• _What is needed_
The answer is one number: how many lines in the data below hold "middle".

• _Listed entries_
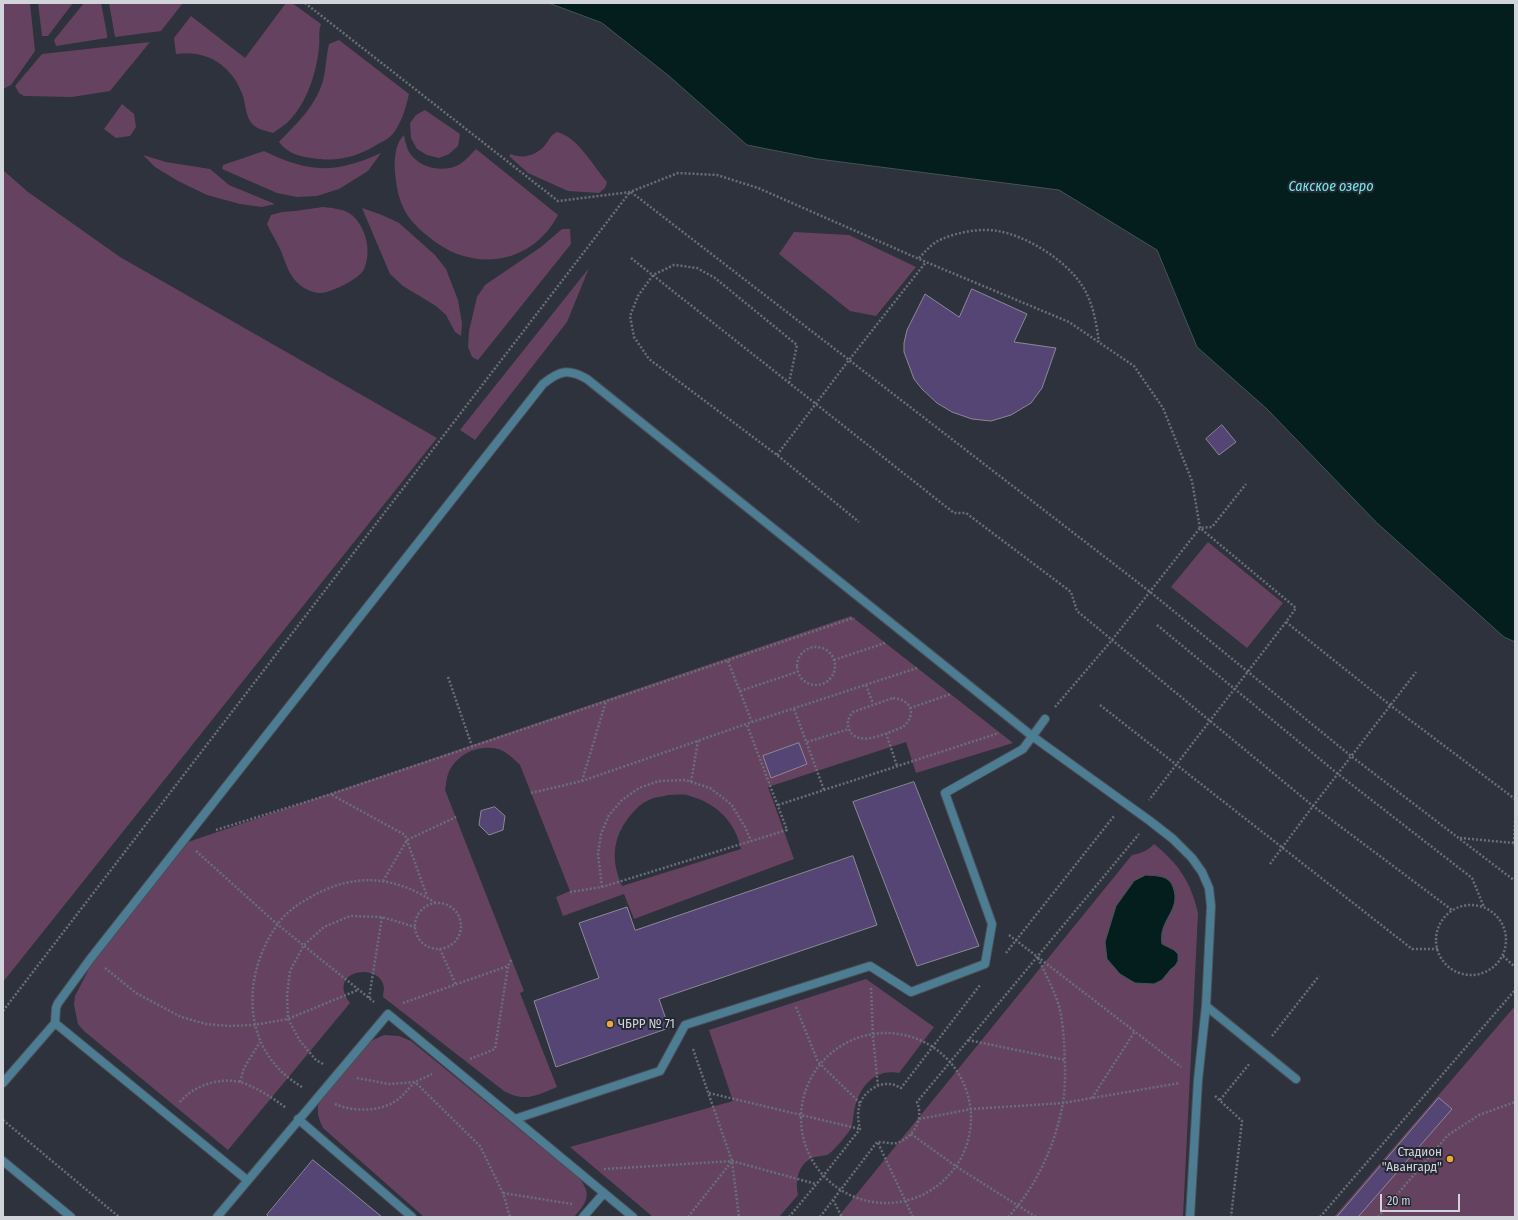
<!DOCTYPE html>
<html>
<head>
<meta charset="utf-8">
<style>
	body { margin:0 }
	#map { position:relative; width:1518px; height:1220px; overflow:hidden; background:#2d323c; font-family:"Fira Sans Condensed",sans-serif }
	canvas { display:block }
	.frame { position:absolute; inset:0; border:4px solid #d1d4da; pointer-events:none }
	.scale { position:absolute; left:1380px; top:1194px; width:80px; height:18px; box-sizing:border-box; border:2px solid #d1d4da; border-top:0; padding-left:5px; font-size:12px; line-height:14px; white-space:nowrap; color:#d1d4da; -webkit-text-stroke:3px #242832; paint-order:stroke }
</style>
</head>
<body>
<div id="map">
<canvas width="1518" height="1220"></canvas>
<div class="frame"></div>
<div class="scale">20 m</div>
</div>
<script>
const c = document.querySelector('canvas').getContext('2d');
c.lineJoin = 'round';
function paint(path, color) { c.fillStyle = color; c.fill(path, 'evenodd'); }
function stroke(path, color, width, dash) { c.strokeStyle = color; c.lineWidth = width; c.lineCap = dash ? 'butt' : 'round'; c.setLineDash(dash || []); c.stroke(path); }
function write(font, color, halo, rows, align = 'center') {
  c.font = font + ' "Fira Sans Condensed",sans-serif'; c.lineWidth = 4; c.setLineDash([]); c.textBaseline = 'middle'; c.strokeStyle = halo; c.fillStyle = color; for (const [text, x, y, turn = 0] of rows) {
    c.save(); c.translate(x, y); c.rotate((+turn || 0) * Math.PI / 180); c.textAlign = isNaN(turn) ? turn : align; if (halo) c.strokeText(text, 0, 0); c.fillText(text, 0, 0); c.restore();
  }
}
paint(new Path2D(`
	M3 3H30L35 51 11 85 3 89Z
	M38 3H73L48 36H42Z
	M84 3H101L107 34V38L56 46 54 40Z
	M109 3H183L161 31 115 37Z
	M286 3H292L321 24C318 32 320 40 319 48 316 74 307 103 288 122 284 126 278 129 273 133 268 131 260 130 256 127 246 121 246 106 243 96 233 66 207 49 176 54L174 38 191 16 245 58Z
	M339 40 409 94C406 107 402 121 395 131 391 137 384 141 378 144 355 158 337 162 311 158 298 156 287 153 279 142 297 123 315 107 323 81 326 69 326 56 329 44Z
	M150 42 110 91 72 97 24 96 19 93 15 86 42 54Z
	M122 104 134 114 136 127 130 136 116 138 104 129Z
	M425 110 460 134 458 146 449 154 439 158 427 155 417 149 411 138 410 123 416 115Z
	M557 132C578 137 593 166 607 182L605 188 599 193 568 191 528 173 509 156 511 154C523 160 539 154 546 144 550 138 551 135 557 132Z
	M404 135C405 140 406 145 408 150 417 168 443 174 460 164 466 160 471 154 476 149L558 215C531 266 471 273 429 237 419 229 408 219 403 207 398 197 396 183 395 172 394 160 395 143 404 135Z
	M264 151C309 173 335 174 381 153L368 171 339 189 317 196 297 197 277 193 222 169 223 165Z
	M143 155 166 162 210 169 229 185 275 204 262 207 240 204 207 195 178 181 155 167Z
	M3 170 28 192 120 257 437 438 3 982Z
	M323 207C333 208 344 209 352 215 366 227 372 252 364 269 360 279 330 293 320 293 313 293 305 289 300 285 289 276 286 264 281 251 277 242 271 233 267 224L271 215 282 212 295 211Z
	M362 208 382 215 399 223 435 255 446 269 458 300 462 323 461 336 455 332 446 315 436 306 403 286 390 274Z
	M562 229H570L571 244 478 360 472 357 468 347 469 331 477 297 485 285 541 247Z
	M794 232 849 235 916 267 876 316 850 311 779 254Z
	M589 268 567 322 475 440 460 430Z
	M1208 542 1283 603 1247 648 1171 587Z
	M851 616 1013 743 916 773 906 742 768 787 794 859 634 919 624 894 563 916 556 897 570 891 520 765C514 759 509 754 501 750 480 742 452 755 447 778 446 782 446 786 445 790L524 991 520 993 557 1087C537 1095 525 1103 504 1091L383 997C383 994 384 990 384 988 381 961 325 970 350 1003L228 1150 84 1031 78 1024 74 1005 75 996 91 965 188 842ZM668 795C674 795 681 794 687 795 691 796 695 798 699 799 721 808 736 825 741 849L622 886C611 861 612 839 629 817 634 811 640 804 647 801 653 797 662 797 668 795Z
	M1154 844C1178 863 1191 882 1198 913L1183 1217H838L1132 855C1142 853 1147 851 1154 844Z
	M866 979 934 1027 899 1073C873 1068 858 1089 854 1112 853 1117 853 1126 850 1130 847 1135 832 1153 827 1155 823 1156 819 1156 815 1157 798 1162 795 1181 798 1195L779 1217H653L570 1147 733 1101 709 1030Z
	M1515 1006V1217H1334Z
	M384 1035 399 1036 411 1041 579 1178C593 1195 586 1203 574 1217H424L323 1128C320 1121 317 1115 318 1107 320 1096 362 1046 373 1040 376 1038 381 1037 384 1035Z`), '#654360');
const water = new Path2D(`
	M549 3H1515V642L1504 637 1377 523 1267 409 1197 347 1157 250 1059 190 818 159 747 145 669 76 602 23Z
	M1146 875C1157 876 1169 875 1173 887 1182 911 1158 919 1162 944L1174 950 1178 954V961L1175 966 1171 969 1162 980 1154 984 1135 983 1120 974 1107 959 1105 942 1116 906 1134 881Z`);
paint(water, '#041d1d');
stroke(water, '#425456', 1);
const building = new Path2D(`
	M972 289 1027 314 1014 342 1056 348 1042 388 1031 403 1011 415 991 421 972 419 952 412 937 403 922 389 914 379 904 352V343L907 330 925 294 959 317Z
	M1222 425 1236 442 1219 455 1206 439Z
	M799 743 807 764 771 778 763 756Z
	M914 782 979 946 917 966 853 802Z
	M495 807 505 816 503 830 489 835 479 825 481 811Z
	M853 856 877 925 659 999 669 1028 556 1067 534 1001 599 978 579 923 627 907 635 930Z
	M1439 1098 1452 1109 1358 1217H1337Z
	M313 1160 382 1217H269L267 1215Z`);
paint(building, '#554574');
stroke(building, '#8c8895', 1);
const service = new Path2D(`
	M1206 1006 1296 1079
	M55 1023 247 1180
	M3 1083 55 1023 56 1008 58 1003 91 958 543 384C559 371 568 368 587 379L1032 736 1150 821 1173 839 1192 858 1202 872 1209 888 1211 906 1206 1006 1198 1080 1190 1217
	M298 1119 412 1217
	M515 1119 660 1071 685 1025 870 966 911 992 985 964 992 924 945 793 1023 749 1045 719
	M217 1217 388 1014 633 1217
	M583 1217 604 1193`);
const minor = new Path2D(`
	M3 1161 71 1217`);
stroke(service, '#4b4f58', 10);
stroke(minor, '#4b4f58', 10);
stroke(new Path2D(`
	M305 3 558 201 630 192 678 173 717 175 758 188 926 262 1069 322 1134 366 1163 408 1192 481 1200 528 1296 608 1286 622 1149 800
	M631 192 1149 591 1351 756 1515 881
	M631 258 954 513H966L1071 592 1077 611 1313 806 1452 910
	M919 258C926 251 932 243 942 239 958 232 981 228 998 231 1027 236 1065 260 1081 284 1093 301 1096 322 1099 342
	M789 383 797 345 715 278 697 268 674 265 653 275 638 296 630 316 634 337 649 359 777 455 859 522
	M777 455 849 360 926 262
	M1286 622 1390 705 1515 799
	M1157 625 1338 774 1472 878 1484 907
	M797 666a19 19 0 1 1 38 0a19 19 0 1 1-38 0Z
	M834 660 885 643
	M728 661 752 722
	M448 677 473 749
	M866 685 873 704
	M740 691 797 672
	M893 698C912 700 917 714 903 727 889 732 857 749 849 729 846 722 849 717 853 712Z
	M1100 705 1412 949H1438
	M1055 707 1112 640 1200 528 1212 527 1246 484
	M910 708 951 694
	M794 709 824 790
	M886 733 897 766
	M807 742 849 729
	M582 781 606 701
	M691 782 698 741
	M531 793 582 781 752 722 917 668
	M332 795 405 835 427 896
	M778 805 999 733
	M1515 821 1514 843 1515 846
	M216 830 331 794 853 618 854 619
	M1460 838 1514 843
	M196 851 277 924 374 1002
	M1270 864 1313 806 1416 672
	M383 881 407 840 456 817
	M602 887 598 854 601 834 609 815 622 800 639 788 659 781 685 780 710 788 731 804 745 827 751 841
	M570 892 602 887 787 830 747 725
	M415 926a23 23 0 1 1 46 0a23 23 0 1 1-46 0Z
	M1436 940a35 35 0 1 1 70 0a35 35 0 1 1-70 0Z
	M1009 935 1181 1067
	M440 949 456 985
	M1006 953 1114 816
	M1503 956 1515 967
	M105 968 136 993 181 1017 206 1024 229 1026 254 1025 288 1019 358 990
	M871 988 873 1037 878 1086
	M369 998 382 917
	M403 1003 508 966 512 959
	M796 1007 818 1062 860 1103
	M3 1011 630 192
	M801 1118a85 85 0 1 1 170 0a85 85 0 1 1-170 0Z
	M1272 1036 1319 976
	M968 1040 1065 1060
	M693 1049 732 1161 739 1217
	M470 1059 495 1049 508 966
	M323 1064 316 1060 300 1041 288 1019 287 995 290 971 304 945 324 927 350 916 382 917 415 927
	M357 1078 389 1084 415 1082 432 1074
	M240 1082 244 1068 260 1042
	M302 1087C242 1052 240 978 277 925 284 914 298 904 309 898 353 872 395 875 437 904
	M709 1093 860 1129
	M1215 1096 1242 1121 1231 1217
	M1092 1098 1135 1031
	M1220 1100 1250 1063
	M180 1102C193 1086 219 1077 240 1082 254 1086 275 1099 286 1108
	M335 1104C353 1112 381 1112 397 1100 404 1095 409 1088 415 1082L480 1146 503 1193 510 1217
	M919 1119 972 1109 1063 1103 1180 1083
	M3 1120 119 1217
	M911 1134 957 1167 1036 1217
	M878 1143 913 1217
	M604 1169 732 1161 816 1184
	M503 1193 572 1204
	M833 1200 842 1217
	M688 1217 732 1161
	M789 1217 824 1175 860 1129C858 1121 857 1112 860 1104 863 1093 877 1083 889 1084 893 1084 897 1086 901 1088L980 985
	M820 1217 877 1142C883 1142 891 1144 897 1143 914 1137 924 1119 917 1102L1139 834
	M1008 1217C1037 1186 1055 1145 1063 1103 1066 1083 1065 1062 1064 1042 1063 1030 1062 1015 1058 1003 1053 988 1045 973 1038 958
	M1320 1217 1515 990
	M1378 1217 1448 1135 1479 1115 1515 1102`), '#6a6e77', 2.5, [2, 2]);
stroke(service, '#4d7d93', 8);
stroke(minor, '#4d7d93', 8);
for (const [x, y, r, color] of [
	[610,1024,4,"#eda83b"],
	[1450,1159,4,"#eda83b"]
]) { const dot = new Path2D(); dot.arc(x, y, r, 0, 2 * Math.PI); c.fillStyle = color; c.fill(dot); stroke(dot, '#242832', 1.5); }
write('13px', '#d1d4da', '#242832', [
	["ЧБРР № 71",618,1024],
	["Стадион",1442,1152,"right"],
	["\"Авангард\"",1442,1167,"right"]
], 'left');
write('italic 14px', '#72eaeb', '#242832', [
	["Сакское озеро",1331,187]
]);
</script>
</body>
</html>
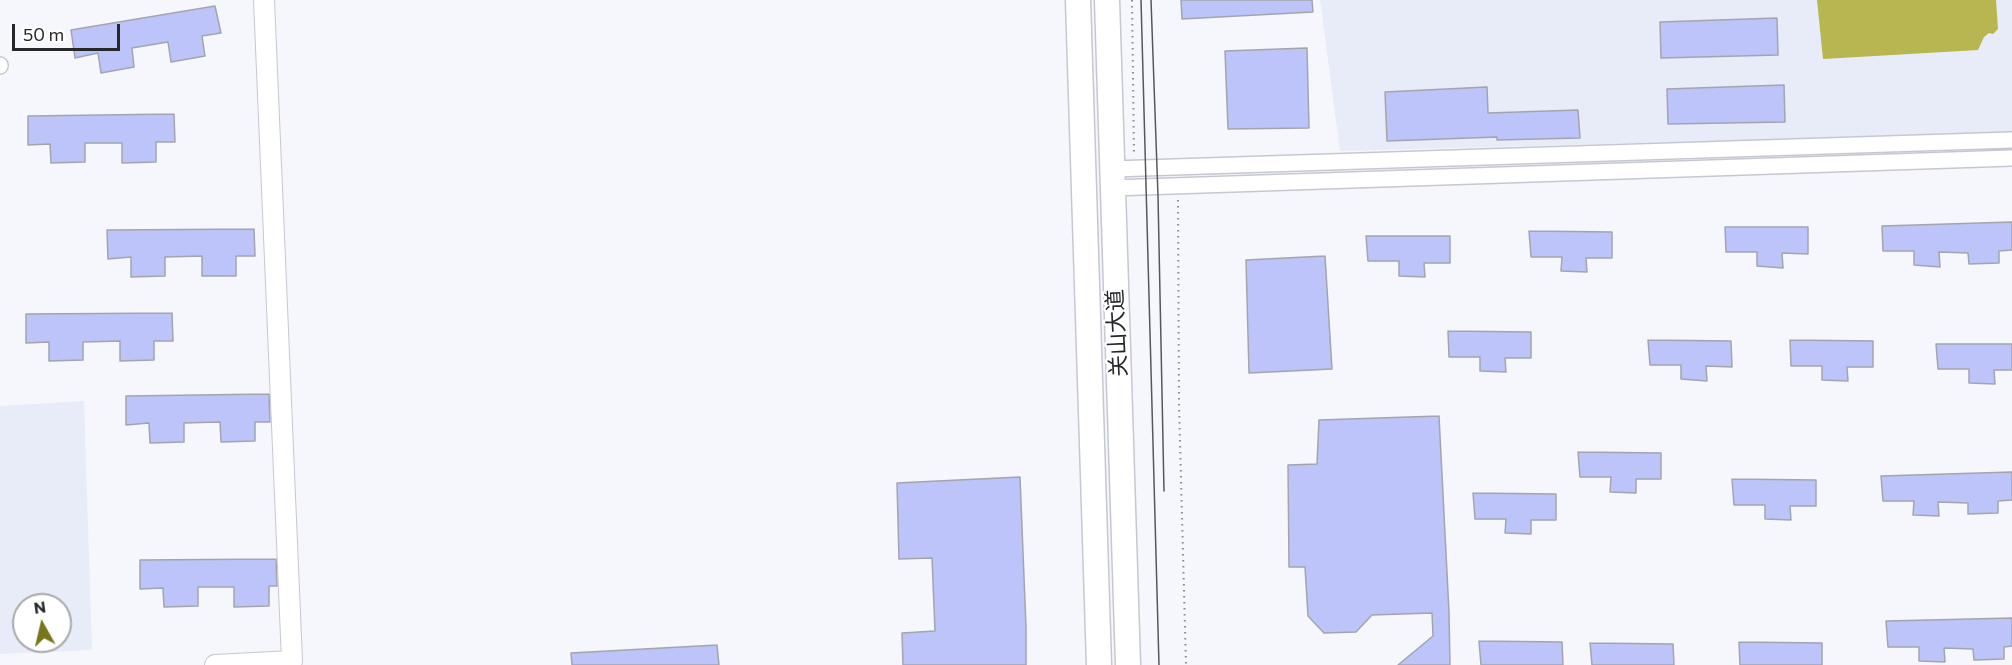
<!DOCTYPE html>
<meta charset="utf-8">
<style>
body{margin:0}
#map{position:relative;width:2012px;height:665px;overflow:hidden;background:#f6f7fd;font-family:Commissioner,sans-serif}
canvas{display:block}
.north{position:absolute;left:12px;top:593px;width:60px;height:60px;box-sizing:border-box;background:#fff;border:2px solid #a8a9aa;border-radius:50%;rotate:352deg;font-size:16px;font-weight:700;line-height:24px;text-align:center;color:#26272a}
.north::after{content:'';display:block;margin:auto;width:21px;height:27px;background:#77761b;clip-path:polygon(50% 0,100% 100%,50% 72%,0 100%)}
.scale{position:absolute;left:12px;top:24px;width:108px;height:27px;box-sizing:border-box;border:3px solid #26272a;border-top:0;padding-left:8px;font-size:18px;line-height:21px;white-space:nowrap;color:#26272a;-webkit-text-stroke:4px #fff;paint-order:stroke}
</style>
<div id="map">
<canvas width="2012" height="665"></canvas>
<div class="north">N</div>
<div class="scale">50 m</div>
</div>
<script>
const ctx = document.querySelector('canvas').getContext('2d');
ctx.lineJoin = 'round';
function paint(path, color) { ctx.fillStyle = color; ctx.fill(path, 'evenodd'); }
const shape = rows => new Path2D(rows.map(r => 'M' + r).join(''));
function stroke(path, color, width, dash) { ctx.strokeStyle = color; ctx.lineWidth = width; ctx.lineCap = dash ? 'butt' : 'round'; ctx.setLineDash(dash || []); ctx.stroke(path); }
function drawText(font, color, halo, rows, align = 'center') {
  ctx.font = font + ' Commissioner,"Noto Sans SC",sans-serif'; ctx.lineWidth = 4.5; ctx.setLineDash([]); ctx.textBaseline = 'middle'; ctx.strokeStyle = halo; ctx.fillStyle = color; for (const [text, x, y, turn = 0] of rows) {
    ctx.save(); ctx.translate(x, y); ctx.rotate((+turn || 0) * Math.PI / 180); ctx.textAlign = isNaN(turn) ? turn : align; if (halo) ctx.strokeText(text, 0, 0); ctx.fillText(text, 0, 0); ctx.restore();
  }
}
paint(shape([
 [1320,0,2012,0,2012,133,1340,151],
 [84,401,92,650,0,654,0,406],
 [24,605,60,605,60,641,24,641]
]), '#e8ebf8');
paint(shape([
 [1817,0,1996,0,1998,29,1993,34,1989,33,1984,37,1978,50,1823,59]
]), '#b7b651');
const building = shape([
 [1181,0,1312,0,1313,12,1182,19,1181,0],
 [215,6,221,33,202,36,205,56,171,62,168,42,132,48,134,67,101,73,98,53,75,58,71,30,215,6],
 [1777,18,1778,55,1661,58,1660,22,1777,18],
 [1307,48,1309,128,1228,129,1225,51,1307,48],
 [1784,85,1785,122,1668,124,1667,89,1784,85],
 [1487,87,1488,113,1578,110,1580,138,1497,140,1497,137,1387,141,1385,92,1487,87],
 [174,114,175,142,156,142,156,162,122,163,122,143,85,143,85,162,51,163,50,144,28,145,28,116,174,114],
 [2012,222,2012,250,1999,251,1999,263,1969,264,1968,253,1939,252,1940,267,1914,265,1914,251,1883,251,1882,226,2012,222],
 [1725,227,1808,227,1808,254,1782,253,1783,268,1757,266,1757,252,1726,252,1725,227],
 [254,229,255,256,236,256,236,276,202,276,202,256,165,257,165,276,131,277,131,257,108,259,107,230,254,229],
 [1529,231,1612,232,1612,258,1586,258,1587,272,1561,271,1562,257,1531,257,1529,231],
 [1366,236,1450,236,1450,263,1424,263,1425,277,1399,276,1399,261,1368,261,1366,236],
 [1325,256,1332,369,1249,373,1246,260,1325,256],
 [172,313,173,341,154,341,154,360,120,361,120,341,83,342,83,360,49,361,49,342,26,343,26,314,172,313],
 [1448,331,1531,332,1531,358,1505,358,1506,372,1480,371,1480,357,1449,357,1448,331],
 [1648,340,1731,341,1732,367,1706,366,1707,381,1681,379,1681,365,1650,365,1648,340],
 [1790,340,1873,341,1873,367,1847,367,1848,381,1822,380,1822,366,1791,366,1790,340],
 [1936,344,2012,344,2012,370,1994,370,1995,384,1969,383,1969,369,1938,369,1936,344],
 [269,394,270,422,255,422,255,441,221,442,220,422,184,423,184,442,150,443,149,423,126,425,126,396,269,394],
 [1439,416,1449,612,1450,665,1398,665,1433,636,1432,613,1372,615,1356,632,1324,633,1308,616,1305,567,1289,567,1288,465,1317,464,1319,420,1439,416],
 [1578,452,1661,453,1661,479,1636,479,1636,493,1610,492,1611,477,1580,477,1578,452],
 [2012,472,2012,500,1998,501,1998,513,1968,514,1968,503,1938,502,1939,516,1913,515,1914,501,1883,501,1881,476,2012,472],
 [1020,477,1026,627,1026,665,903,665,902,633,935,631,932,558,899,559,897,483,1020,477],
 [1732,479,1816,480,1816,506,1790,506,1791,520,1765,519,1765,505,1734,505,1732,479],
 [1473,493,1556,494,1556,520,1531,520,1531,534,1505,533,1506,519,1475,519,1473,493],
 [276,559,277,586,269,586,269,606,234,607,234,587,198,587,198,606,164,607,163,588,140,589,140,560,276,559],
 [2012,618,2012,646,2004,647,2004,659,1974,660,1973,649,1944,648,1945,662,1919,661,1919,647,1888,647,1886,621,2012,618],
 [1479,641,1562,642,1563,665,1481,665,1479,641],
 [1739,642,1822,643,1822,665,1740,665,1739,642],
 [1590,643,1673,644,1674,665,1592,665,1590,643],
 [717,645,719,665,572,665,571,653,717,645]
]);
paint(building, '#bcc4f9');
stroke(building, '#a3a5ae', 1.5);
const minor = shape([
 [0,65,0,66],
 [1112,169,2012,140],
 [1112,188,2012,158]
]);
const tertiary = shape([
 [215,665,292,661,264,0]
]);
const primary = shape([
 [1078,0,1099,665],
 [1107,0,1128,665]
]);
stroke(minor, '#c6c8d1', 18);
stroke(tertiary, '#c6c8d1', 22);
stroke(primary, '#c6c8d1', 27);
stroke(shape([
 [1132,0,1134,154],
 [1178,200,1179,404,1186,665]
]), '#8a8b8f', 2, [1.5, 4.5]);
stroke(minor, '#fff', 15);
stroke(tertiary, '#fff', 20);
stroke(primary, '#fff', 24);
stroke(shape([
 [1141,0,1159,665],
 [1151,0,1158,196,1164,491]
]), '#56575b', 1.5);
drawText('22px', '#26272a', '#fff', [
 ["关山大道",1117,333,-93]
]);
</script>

• _Answer_
2